§ TASK INSTRUCTIONS:
The reply consists of one number only: how many lines in the listing below contain the word "Lakewood".

§ DATASET RECORDS:
┄┄┄┄┄┄┄┄┄┄┄┄┄┄┄┄┄┄┄┄
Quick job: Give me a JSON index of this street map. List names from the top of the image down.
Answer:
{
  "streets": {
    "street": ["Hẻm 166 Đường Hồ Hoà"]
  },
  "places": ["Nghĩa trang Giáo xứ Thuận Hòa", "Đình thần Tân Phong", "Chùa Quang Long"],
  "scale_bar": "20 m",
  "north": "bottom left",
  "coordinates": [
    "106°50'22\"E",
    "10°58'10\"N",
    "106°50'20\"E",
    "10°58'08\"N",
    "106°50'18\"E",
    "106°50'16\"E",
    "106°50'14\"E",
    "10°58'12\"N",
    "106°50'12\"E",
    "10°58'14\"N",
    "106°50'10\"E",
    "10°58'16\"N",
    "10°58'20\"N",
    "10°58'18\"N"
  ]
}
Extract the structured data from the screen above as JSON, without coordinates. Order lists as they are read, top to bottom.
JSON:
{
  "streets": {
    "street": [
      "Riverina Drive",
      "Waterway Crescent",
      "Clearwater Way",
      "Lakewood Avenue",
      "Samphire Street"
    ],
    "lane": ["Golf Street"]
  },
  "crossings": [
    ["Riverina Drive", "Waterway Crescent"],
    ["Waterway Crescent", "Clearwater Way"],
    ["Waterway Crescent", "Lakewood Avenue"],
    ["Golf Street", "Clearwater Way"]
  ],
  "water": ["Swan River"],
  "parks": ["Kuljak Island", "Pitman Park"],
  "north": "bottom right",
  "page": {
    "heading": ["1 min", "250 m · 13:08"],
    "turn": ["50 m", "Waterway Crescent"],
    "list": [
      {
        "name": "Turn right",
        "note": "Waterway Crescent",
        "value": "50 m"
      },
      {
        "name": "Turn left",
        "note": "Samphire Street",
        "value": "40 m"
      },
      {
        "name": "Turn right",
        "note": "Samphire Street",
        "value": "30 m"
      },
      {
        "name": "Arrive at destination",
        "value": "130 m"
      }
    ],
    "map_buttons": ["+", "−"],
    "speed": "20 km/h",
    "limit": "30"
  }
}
┄┄┄┄┄┄┄┄┄┄┄┄┄┄┄┄┄┄┄┄
§ SOLUTION TO THIS TASK:
2